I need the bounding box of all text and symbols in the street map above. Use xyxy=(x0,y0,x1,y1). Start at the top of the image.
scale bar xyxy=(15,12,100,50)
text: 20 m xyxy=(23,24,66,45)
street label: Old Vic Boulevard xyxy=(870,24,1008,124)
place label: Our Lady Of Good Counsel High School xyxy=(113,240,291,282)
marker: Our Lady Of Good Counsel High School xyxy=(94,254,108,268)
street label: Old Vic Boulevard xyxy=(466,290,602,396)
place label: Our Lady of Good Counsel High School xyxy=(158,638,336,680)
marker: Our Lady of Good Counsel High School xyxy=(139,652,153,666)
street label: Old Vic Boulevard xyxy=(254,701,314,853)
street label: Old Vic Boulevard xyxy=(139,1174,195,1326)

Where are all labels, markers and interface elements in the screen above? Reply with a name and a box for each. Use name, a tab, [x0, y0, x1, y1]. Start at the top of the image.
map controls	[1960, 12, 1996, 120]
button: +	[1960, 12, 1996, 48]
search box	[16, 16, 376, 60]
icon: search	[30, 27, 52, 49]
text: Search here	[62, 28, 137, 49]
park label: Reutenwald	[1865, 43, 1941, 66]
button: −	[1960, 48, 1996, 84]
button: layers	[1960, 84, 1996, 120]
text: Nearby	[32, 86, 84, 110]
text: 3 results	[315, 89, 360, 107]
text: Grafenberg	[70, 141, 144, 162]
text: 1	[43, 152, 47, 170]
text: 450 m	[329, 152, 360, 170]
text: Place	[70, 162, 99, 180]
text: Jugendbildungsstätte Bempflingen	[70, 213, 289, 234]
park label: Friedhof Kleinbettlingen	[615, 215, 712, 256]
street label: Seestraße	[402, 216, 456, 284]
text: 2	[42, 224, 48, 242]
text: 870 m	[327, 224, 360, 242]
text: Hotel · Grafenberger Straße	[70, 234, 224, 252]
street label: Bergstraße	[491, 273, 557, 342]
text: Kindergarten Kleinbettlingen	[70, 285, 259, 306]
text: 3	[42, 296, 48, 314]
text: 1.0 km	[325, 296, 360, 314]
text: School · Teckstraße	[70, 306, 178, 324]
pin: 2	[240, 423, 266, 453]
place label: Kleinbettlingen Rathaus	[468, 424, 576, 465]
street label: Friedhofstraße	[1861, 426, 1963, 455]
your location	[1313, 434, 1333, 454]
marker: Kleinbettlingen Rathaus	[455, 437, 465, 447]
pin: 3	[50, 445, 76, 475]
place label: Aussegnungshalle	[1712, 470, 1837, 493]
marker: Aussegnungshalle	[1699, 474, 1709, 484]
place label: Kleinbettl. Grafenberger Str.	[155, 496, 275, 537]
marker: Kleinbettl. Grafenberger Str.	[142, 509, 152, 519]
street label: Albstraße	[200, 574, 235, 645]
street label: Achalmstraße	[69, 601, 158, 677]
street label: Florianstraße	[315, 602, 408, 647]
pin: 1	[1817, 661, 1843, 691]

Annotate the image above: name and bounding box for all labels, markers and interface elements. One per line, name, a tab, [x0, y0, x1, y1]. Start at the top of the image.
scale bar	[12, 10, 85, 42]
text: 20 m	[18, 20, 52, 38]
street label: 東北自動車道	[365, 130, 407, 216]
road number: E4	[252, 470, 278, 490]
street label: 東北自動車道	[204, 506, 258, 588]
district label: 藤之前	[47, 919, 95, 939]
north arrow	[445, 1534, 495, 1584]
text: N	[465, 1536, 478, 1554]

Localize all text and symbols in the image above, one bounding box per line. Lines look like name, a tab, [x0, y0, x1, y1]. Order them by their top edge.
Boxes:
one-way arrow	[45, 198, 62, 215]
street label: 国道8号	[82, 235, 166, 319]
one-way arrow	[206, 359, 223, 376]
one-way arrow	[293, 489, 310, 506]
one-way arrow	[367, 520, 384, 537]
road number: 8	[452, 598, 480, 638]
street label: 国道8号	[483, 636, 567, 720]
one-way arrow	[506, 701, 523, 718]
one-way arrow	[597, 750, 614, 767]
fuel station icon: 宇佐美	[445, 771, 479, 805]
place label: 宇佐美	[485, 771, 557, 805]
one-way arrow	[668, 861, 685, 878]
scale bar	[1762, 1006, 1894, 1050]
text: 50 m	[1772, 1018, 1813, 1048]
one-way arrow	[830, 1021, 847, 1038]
- - - -
**Problem details:** Go through the records and repeat each one exactly as written.

**Expected output:**
I need the bounding box of all text and symbols in the street map above. Use xyxy=(x0,y0,x1,y1). Start at the top of the image.
scale bar xyxy=(15,12,100,50)
text: 20 m xyxy=(23,24,66,45)
street label: Old Vic Boulevard xyxy=(870,24,1008,124)
place label: Our Lady Of Good Counsel High School xyxy=(113,240,291,282)
marker: Our Lady Of Good Counsel High School xyxy=(94,254,108,268)
street label: Old Vic Boulevard xyxy=(466,290,602,396)
place label: Our Lady of Good Counsel High School xyxy=(158,638,336,680)
marker: Our Lady of Good Counsel High School xyxy=(139,652,153,666)
street label: Old Vic Boulevard xyxy=(254,701,314,853)
street label: Old Vic Boulevard xyxy=(139,1174,195,1326)

Where are all labels, markers and interface elements in the screen above? Reply with a name and a box for each. Use name, a tab, [x0, y0, x1, y1]. Start at the top of the image.
map controls	[1960, 12, 1996, 120]
button: +	[1960, 12, 1996, 48]
search box	[16, 16, 376, 60]
icon: search	[30, 27, 52, 49]
text: Search here	[62, 28, 137, 49]
park label: Reutenwald	[1865, 43, 1941, 66]
button: −	[1960, 48, 1996, 84]
button: layers	[1960, 84, 1996, 120]
text: Nearby	[32, 86, 84, 110]
text: 3 results	[315, 89, 360, 107]
text: Grafenberg	[70, 141, 144, 162]
text: 1	[43, 152, 47, 170]
text: 450 m	[329, 152, 360, 170]
text: Place	[70, 162, 99, 180]
text: Jugendbildungsstätte Bempflingen	[70, 213, 289, 234]
park label: Friedhof Kleinbettlingen	[615, 215, 712, 256]
street label: Seestraße	[402, 216, 456, 284]
text: 2	[42, 224, 48, 242]
text: 870 m	[327, 224, 360, 242]
text: Hotel · Grafenberger Straße	[70, 234, 224, 252]
street label: Bergstraße	[491, 273, 557, 342]
text: Kindergarten Kleinbettlingen	[70, 285, 259, 306]
text: 3	[42, 296, 48, 314]
text: 1.0 km	[325, 296, 360, 314]
text: School · Teckstraße	[70, 306, 178, 324]
pin: 2	[240, 423, 266, 453]
place label: Kleinbettlingen Rathaus	[468, 424, 576, 465]
street label: Friedhofstraße	[1861, 426, 1963, 455]
your location	[1313, 434, 1333, 454]
marker: Kleinbettlingen Rathaus	[455, 437, 465, 447]
pin: 3	[50, 445, 76, 475]
place label: Aussegnungshalle	[1712, 470, 1837, 493]
marker: Aussegnungshalle	[1699, 474, 1709, 484]
place label: Kleinbettl. Grafenberger Str.	[155, 496, 275, 537]
marker: Kleinbettl. Grafenberger Str.	[142, 509, 152, 519]
street label: Albstraße	[200, 574, 235, 645]
street label: Achalmstraße	[69, 601, 158, 677]
street label: Florianstraße	[315, 602, 408, 647]
pin: 1	[1817, 661, 1843, 691]

Annotate the image above: name and bounding box for all labels, markers and interface elements. One per line, name, a tab, [x0, y0, x1, y1]. Start at the top of the image.
scale bar	[12, 10, 85, 42]
text: 20 m	[18, 20, 52, 38]
street label: 東北自動車道	[365, 130, 407, 216]
road number: E4	[252, 470, 278, 490]
street label: 東北自動車道	[204, 506, 258, 588]
district label: 藤之前	[47, 919, 95, 939]
north arrow	[445, 1534, 495, 1584]
text: N	[465, 1536, 478, 1554]

Localize all text and symbols in the image above, one bounding box per line. Lines look like name, a tab, [x0, y0, x1, y1]. Order them by their top edge.
Boxes:
one-way arrow	[45, 198, 62, 215]
street label: 国道8号	[82, 235, 166, 319]
one-way arrow	[206, 359, 223, 376]
one-way arrow	[293, 489, 310, 506]
one-way arrow	[367, 520, 384, 537]
road number: 8	[452, 598, 480, 638]
street label: 国道8号	[483, 636, 567, 720]
one-way arrow	[506, 701, 523, 718]
one-way arrow	[597, 750, 614, 767]
fuel station icon: 宇佐美	[445, 771, 479, 805]
place label: 宇佐美	[485, 771, 557, 805]
one-way arrow	[668, 861, 685, 878]
scale bar	[1762, 1006, 1894, 1050]
text: 50 m	[1772, 1018, 1813, 1048]
one-way arrow	[830, 1021, 847, 1038]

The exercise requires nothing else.